He’d never responded directly any time I’d asked. My questions had been met with a smile and a subtle topic change, and I’d been too flustered to notice.
“I did ask,” I protested, glaring at him. “You never answered.”
“I gave you an answer. Just not the one you were looking for.”
“That is totally beside the point, and you know it,” I yelled, my hands tightening around the halo. “How could you do this to me?”
“I have never lied to you, Jackie,” Zane repeated.
I thought hard. “And the slavers thing?”
Zane visibly deflated and his mouth softened as he regarded me. “That was the only thing, Jackie. I swear. Think back. Have I ever forced you to do anything that you didn’t want to do?”
“You mean, besides this whole Red-Light Green-Light game that you and Noah are forcing me to play?”
His head cocked to the side and he gave me an exasperated look. “Have I, Jackie?”
Oddly enough, his repeated words calmed me from the fury that was overtaking my mind. I remembered Zane kissing my flesh, looking up at me moments before I’d drifted off to sleep after we’d made love. I’ll never make you do anything you don’t want to, Jackie.
I believed him, of all bizarre things. And I relaxed.
“Unfair advantage,” Uriel shouted off to the side of me. “Don’t make me do something we’ll both regret, Jacqueline!” He sounded furious, frantic, on edge.
“Jackie,” both Zane and Noah began at the same time, and I backed up, stepping away from the temple’s edge.
I thumped into something solid. Turning, I looked into Remy’s drawn, beautiful face.
“I need that,” she said, pointing at the halo. “Give it to me.”
Confused, I held it closer to my side, the sad whispers echoing through my mind. When had she entered the temple? “Remy, what are you doing?”
“He’s going to hurt Stan, and I can’t let him do that. We’re screwed either way-at least let me save Stan.” She took a step toward me. “I can’t live with an innocent human’s death on my conscience.”

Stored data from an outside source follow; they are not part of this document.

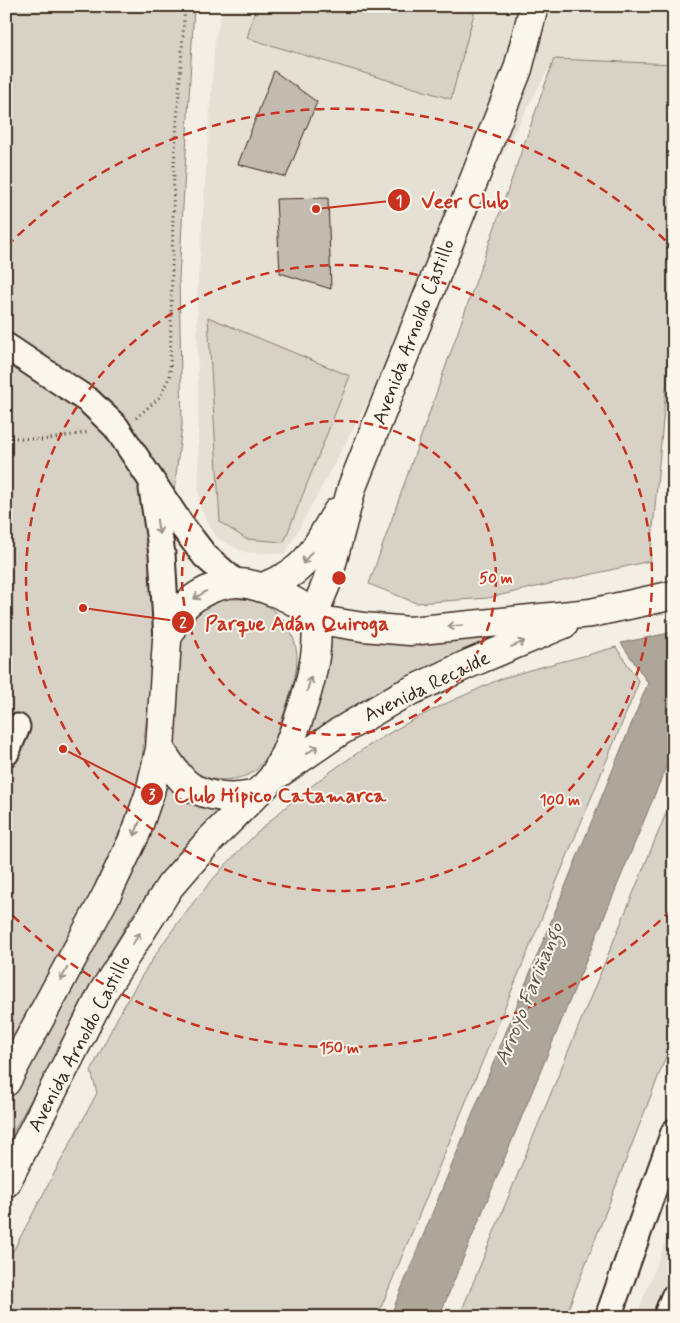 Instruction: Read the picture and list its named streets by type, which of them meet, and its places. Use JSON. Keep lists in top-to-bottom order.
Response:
{
  "streets": {
    "main road": ["Avenida Arnoldo Castillo", "Avenida Recalde"]
  },
  "crossings": [
    ["Avenida Arnoldo Castillo", "Avenida Recalde"]
  ],
  "water": ["Arroyo Fariñango"],
  "places": ["Veer Club", "Parque Adán Quiroga", "Club Hípico Catamarca"],
  "rings": ["50 m", "100 m", "150 m"]
}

Remy was deadly serious. I took a step backward, glancing over at Zane. His face was drawn, pale, his eyes glued to us. He shook his head and closed his eyes, bracing for the worst. He wouldn’t try to influence me anymore.

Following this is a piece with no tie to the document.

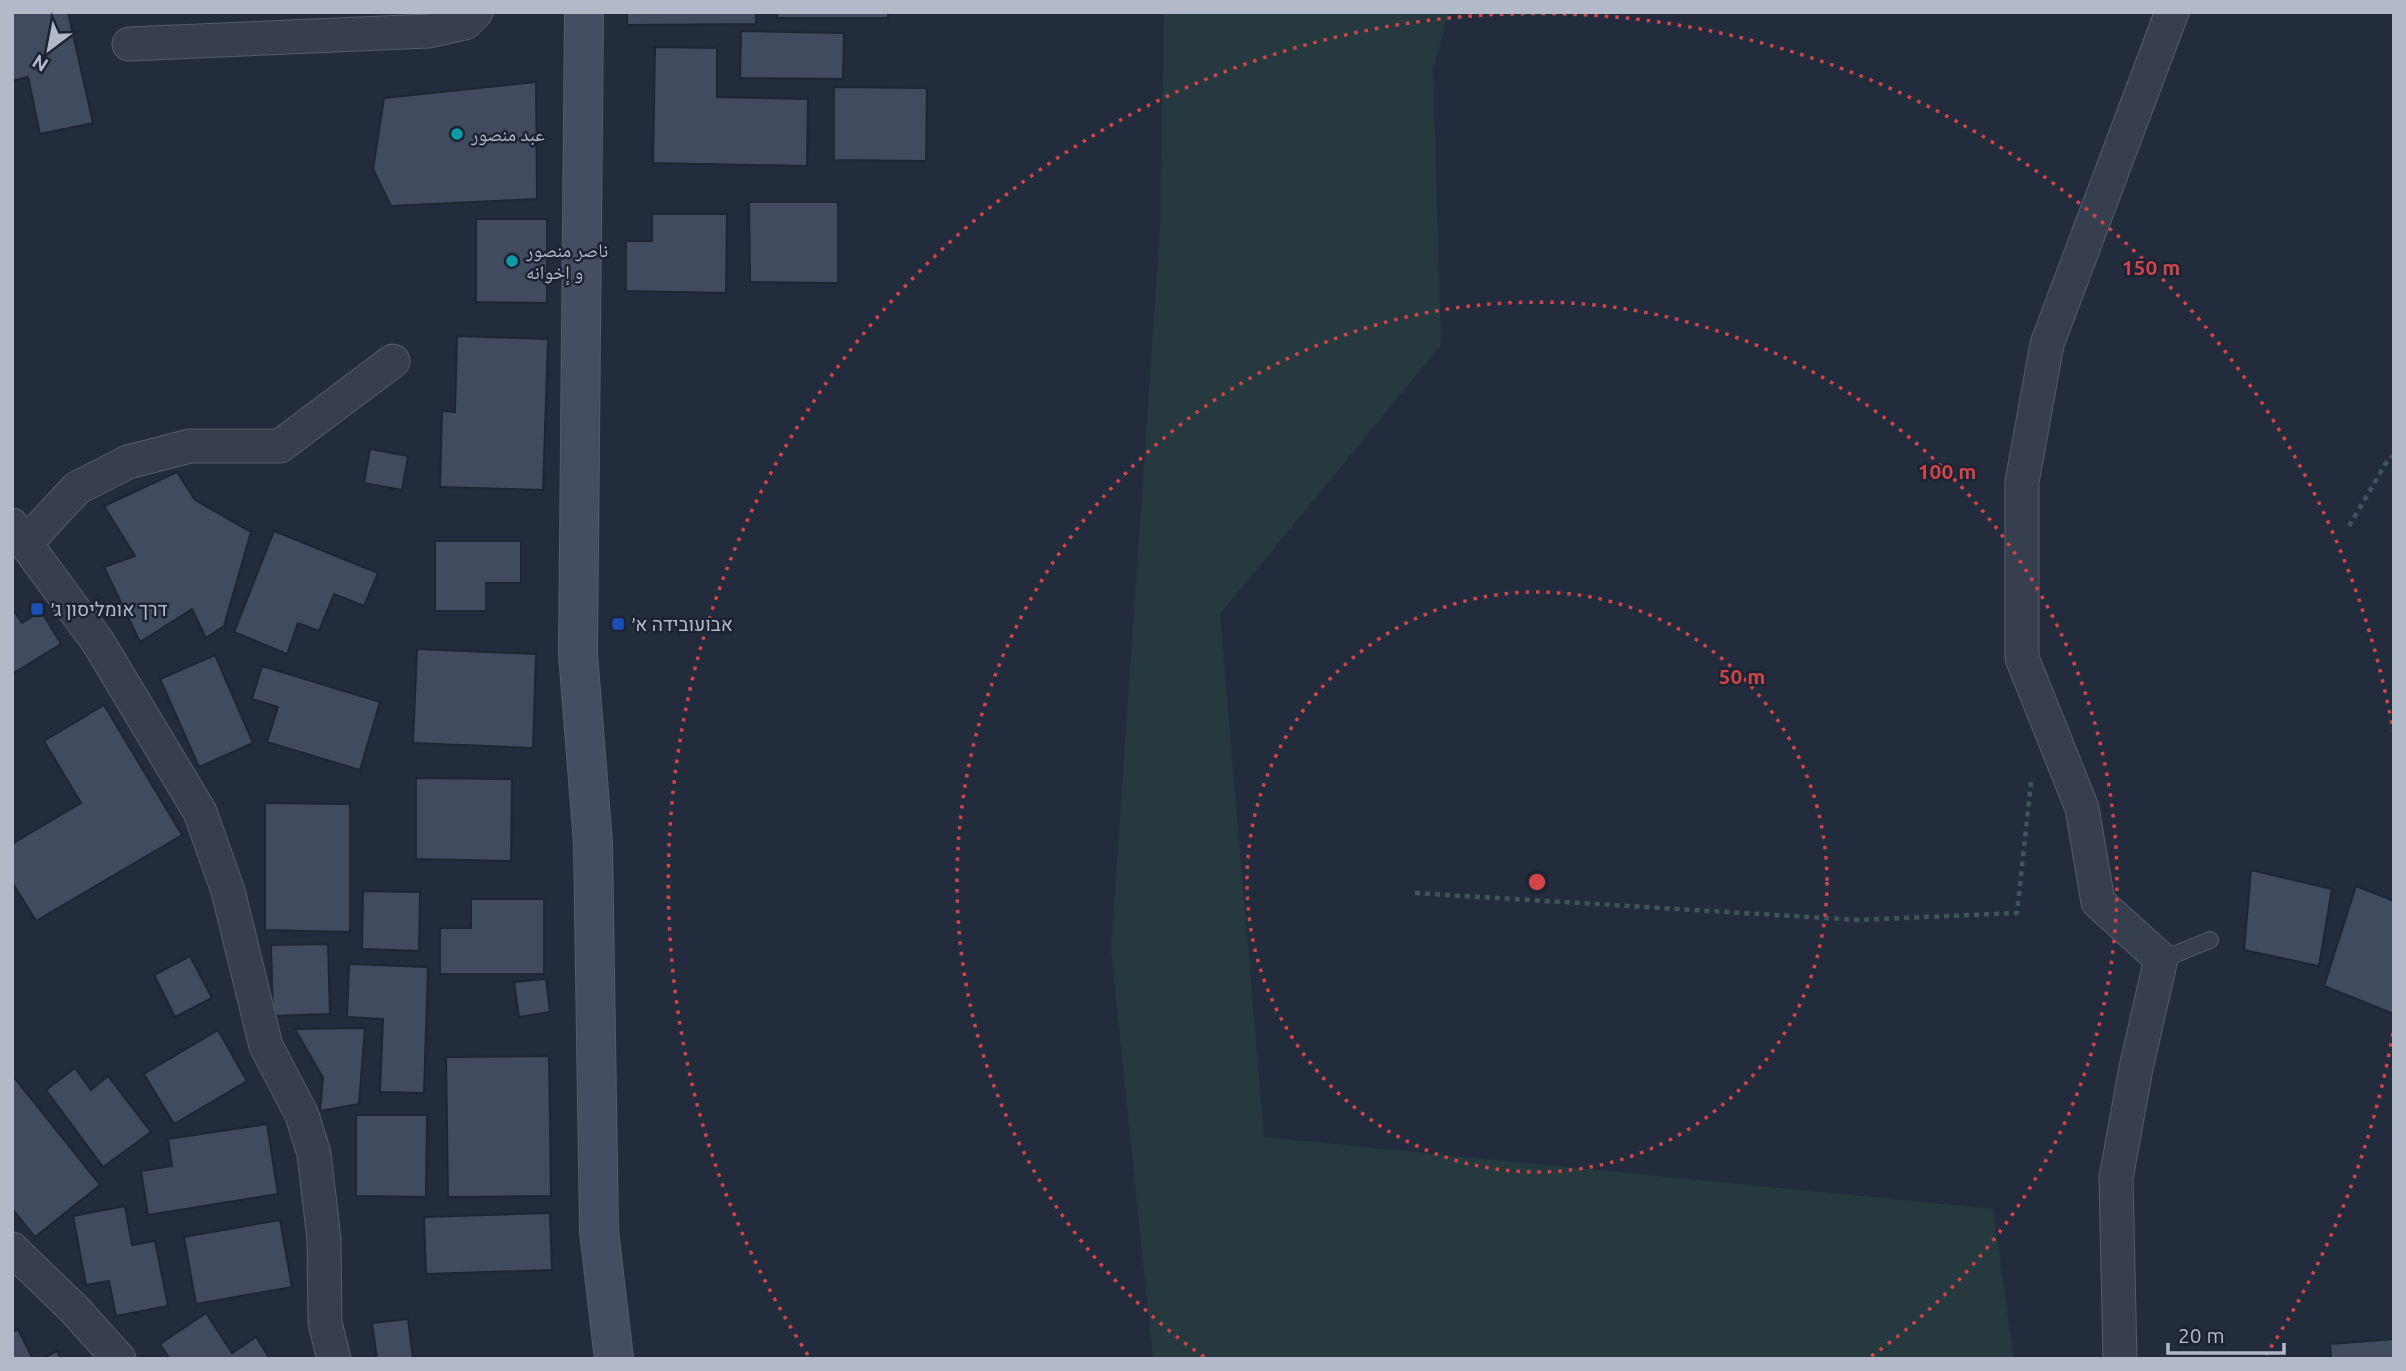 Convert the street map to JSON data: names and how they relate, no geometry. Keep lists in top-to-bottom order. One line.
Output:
{"places":{"other":["عبد منصور","ناصر منصور و إخوانه"],"transit":["דרך אומליסון ג׳","אבועובידה א׳"]},"scale_bar":"20 m","north":"bottom left","rings":["150 m","100 m","50 m"]} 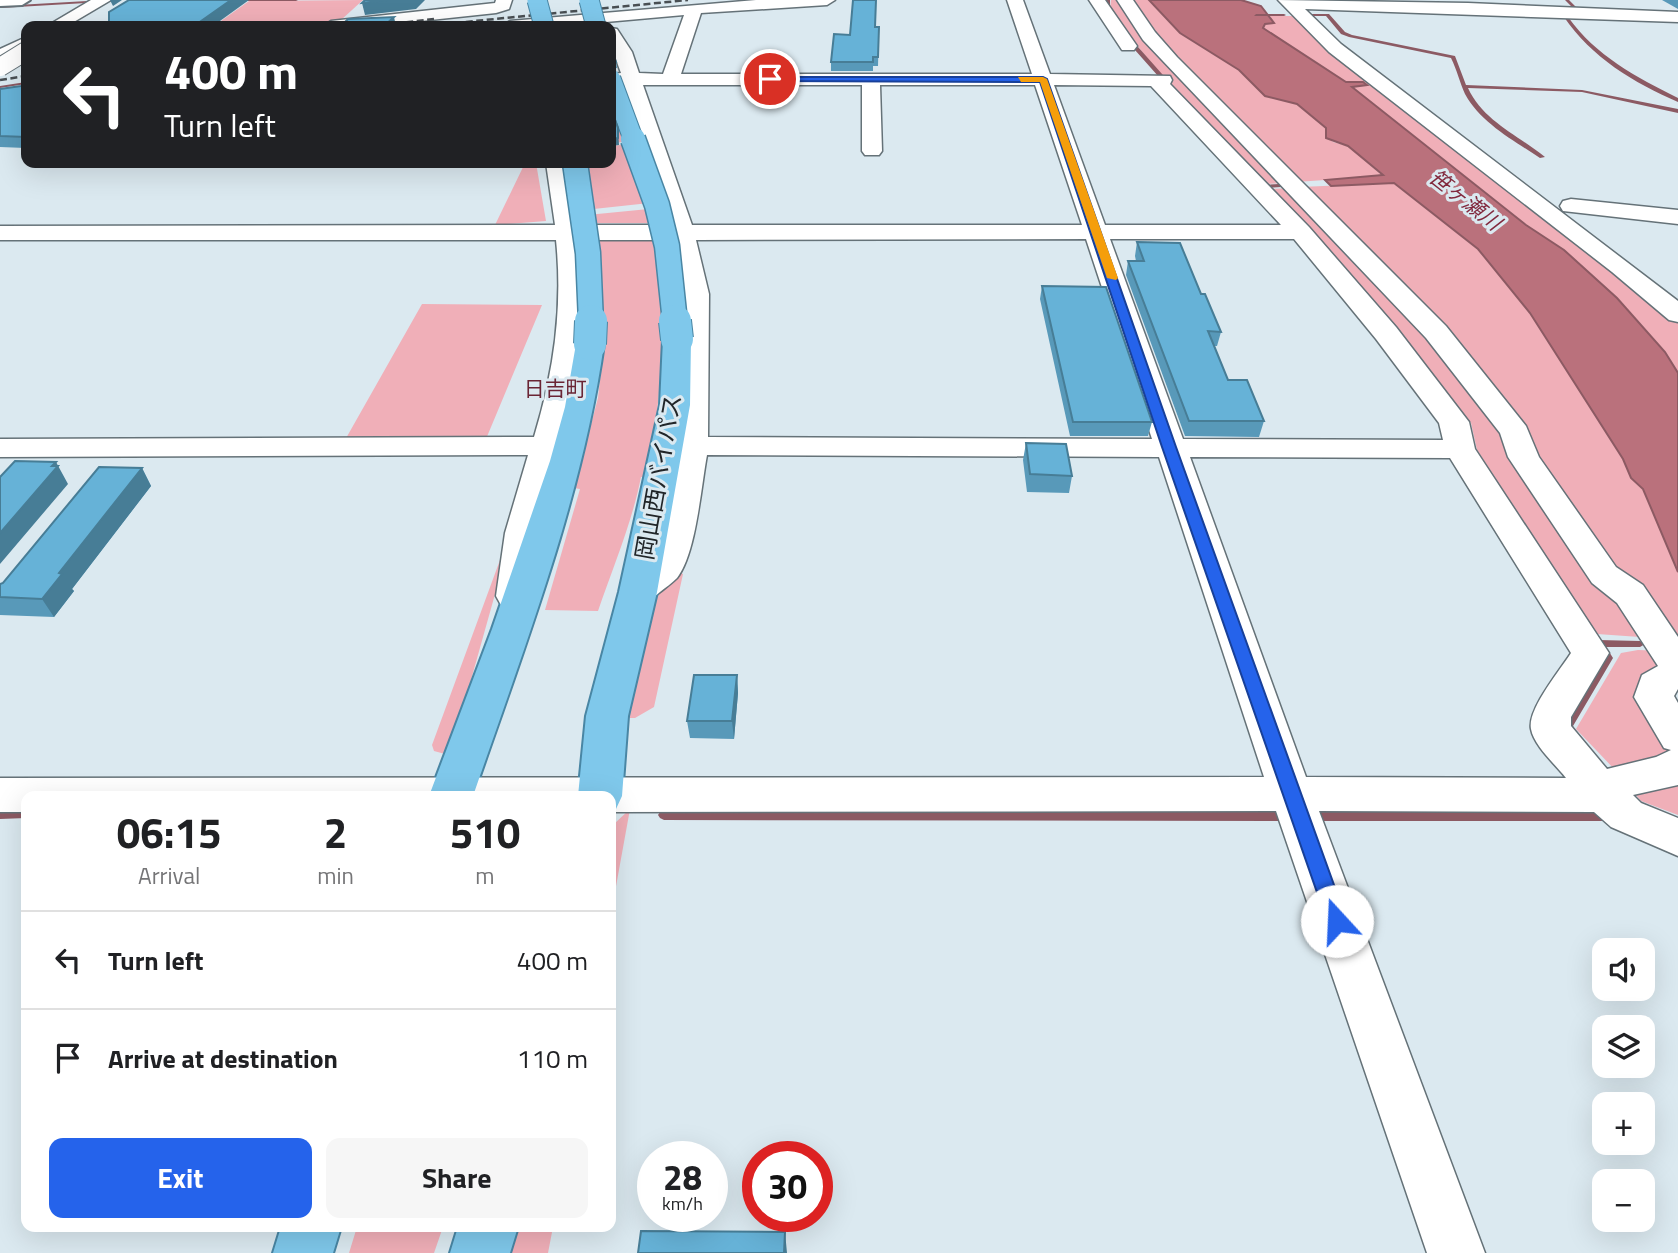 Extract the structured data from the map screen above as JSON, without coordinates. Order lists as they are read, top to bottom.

It broke my heart. I clutched the halo tighter to me and shook my head vehemently. “No, Remy. I can’t let you give it to him.”
“You can’t give it to Nitocris,” Remy argued. “She’ll turn us all into her underlings. Now give me the halo and let me save Stan!”

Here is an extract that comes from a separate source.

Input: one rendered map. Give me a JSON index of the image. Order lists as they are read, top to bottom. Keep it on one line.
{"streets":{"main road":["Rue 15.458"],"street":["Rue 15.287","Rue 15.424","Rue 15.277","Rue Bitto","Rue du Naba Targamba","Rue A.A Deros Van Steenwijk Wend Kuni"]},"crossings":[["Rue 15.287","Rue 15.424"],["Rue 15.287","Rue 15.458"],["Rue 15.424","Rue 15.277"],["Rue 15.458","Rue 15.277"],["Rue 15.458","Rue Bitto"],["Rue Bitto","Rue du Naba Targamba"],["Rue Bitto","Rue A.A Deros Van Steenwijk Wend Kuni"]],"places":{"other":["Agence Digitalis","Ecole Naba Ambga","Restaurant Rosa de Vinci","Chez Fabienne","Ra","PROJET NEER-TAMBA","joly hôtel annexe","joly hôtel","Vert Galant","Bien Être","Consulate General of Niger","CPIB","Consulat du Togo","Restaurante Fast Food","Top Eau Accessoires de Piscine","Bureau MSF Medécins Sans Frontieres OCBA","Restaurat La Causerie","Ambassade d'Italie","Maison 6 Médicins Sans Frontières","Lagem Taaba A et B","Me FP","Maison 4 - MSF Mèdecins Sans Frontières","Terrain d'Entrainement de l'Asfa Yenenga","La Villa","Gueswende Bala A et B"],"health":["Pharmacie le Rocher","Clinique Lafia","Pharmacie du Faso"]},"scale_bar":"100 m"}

“He’s just a human boy,” Nitocris purred behind me, sensing my weakness. “Wouldn’t you rather save your vampire lover? Your master? Your fate is tied to his, after all.”
I hesitated when I heard Zane’s muffled groan of pain. I had no doubt that the queen would torture him to try to get me to hand the precious halo over to her, and even though I had no choice but to ignore it, I still paused.
Remy’s hands slapped at mine, and she made her play for the halo. It flipped in my hands, flying into the air. The world stood still for a moment as the beautiful, shining object became airborne. My fingertips brushed against it and I grasped it once more, only to find Remy’s hand clasping the opposite side of the small band of amber light.
She gave it a fierce tug, trying to yank it from my hands. “Give it to me!” she cried.
“I can’t,” I said, nearly sobbing. “We can’t give it to either of them.”
“I have to save Stan,” Remy said between gritted teeth. “Uriel will save Noah if we give him the halo; I know it.”
“How do you know that?” I screamed.
“What other choice do we have?” Again Remy yanked on the halo, and I concentrated on keeping my fingers locked around the slender band.
What about Zane? my brain insisted. You trusted him and he betrayed you, over and over again. How can you save him now?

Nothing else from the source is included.